- _Aim of the task_: Your reply should be only the number of lines in the records that contain the word "roads".

Given data Block Start

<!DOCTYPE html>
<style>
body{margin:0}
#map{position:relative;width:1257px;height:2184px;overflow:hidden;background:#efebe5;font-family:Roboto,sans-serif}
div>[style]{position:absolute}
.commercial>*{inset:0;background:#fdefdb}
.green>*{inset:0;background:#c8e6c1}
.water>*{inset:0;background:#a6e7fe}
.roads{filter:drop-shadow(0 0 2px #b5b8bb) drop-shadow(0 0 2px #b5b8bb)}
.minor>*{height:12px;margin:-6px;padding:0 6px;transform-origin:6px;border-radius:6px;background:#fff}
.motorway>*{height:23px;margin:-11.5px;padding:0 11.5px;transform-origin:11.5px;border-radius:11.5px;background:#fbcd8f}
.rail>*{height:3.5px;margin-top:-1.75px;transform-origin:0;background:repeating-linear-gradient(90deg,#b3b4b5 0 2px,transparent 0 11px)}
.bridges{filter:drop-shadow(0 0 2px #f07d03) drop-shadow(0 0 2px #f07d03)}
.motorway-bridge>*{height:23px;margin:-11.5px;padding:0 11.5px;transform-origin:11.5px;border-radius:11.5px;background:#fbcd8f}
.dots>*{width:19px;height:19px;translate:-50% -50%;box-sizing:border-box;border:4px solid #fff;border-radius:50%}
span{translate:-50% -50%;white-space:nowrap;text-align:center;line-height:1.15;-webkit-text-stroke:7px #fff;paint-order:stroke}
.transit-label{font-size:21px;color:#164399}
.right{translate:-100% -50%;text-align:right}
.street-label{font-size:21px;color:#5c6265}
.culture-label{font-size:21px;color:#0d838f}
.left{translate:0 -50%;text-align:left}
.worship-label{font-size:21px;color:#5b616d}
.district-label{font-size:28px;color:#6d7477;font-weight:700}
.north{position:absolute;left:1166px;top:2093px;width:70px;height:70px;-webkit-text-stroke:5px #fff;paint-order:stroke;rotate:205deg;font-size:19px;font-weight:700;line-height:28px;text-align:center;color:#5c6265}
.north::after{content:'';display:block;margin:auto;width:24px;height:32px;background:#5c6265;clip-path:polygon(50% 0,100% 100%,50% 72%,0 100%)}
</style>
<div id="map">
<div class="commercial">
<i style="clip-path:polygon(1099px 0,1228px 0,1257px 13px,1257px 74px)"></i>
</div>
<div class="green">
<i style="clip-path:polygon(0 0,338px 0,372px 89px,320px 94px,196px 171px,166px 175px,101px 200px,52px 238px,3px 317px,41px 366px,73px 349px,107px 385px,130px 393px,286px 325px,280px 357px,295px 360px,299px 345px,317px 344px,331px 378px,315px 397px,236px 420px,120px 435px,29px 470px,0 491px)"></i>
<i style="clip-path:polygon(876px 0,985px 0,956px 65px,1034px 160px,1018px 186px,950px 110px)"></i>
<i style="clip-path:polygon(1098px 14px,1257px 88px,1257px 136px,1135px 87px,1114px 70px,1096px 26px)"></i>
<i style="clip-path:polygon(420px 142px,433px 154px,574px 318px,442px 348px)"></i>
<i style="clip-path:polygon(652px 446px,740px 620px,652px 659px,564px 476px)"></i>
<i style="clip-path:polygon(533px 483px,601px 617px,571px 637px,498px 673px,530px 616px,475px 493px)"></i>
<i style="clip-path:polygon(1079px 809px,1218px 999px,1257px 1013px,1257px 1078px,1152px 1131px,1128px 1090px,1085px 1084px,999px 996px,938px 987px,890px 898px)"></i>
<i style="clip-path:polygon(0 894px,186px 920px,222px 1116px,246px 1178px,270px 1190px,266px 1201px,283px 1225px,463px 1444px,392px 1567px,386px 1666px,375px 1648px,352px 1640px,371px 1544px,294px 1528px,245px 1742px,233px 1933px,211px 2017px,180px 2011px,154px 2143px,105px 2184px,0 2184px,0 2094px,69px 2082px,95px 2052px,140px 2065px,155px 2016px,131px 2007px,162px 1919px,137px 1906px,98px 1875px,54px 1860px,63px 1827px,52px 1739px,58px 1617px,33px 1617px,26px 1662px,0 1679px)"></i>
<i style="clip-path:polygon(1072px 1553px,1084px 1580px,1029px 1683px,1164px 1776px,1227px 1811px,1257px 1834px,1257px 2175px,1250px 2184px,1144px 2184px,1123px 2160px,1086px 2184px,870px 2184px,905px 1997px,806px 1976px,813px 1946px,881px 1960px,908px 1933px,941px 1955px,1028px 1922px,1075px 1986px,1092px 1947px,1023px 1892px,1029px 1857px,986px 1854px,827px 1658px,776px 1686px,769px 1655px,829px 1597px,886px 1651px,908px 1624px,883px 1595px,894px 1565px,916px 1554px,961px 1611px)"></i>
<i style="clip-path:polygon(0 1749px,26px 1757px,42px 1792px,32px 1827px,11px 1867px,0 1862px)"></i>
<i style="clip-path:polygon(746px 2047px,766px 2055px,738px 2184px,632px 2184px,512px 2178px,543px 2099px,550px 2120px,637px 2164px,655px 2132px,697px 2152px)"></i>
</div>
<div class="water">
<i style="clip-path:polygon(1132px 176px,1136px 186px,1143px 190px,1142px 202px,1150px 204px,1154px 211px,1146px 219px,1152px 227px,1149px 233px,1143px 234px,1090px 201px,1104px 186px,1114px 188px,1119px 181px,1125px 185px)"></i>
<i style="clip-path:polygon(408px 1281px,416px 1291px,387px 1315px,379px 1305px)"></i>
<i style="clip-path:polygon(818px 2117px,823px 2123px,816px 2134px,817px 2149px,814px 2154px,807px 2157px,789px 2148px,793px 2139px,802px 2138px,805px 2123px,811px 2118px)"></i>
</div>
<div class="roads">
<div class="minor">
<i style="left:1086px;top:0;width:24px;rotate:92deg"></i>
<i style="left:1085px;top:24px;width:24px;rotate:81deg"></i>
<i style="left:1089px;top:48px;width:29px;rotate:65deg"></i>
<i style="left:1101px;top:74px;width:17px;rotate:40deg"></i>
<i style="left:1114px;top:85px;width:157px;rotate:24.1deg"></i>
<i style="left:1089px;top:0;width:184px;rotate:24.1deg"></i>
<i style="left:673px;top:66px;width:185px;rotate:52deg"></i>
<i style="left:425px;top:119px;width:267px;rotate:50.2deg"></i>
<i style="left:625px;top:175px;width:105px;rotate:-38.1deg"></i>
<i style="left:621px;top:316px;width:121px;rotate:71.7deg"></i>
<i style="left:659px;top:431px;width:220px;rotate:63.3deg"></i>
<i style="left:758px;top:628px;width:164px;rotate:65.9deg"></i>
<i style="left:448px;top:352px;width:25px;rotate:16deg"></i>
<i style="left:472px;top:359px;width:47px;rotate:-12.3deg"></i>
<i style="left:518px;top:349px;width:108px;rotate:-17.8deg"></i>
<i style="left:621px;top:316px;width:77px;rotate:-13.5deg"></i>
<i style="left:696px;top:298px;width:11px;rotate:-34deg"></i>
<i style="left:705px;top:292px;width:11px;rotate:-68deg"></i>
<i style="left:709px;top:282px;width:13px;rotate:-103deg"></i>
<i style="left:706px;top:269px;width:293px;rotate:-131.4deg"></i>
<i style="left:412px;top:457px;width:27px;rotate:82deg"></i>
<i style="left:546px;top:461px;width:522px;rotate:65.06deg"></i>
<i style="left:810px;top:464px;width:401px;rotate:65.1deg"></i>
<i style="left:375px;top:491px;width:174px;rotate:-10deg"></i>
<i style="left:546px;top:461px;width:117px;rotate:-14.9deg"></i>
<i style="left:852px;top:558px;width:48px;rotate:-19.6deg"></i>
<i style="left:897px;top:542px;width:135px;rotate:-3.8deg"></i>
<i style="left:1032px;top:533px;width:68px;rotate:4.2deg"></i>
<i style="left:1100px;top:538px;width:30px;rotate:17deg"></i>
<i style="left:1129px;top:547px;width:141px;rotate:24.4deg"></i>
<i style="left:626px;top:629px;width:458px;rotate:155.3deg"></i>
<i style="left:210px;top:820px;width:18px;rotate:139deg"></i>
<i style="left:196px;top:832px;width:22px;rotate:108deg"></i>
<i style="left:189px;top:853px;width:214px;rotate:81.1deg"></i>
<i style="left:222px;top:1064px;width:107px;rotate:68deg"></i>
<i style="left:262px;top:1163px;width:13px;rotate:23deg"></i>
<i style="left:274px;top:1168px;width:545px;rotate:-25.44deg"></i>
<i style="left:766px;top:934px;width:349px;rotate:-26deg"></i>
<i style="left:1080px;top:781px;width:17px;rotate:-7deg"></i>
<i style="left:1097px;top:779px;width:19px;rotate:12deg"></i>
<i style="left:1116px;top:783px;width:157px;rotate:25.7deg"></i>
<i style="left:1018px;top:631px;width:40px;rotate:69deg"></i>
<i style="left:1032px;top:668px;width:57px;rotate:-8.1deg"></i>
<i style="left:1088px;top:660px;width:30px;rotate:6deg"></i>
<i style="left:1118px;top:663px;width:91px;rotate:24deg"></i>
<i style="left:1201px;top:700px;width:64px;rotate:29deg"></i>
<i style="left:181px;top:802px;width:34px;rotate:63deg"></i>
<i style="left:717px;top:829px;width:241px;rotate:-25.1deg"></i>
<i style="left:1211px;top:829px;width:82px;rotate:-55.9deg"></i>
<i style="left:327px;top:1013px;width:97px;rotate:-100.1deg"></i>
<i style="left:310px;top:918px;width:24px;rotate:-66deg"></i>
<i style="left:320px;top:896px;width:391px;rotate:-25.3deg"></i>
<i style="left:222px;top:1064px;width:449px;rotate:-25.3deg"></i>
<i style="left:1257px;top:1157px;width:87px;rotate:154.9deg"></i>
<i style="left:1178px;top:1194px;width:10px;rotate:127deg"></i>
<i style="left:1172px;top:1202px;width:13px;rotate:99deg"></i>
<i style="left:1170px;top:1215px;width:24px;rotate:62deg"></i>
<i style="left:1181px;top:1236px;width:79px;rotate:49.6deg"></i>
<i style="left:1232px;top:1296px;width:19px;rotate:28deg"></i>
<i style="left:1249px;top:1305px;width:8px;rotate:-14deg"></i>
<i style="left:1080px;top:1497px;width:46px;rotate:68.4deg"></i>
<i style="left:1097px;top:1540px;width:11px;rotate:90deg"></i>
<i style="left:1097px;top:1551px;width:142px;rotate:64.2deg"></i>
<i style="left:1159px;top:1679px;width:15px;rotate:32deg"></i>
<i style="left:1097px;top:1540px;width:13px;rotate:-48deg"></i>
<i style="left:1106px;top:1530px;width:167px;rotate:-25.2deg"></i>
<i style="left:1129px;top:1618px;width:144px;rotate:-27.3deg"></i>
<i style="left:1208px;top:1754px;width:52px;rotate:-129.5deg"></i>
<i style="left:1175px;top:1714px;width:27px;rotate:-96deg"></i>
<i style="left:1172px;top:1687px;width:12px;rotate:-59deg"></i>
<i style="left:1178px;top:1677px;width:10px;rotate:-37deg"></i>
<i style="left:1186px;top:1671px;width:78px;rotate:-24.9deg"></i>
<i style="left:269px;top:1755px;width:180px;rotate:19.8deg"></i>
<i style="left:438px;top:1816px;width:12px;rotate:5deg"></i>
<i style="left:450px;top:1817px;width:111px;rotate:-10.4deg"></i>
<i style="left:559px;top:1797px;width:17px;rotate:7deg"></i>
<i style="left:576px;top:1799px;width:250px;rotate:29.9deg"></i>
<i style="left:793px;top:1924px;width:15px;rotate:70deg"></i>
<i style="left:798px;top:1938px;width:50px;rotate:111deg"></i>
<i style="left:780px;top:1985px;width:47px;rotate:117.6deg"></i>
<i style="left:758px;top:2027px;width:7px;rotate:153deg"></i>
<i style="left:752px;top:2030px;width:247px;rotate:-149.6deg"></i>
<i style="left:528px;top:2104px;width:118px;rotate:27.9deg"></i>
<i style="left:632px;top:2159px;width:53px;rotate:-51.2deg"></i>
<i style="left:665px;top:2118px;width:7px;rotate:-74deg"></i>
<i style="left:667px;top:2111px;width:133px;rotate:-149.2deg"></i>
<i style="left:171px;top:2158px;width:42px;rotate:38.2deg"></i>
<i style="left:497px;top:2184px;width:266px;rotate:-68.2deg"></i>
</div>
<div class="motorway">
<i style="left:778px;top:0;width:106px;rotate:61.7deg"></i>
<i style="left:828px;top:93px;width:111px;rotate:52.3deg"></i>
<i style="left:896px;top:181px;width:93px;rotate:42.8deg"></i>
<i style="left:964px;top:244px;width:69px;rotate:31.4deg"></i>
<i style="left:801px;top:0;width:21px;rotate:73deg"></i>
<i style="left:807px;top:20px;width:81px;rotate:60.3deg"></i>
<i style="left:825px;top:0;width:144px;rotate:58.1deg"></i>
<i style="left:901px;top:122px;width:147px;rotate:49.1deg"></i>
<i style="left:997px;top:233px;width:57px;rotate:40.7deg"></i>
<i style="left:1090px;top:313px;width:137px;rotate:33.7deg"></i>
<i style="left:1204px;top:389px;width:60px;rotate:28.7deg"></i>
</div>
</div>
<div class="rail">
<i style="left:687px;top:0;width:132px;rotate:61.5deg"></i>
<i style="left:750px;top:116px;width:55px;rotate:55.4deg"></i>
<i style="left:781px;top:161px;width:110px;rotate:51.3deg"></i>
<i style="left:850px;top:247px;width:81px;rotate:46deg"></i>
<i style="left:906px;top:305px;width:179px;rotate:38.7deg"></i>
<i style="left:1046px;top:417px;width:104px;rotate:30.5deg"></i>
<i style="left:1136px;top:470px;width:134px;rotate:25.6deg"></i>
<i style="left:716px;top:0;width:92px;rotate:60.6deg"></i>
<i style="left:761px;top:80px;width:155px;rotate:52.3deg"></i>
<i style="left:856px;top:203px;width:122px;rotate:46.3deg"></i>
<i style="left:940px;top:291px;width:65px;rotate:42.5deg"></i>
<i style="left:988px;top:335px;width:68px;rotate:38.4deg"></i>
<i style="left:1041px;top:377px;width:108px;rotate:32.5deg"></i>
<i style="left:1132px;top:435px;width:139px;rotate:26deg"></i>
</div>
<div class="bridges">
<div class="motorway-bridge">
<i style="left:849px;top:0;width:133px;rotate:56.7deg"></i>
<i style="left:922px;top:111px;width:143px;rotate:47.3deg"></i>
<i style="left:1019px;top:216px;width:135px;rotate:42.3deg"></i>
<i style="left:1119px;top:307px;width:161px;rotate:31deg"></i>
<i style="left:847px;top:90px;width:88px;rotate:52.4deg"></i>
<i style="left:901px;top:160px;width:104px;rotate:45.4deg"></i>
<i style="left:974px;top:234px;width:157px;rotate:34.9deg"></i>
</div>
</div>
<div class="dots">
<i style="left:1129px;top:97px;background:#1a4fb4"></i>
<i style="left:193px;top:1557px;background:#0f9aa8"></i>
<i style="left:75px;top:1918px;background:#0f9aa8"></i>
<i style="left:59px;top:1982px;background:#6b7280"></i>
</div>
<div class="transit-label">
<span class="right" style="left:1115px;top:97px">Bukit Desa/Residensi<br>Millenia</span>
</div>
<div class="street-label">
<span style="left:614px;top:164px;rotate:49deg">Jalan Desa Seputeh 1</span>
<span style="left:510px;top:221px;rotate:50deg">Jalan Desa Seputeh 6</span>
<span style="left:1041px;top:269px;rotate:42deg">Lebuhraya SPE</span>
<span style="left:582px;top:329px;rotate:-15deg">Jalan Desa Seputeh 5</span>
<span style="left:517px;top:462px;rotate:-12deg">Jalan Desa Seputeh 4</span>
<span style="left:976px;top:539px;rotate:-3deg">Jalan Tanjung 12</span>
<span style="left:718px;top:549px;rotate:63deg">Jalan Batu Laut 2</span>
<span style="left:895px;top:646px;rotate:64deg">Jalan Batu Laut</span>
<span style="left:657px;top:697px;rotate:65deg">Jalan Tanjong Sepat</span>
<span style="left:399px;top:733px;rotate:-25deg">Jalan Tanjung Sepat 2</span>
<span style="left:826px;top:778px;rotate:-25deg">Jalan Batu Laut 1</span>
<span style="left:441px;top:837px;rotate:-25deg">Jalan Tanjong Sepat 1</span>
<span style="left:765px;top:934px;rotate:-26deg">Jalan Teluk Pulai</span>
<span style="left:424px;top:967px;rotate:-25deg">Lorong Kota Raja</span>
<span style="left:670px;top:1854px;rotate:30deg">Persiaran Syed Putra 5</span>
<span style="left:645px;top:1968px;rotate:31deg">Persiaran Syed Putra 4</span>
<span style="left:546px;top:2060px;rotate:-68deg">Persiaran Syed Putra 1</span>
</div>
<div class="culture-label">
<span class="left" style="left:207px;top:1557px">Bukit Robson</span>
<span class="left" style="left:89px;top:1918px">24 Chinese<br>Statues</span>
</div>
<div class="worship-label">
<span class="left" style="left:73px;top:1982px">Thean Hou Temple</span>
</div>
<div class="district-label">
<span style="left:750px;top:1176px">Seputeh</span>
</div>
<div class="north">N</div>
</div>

Given data Block End

- _Reply_: 2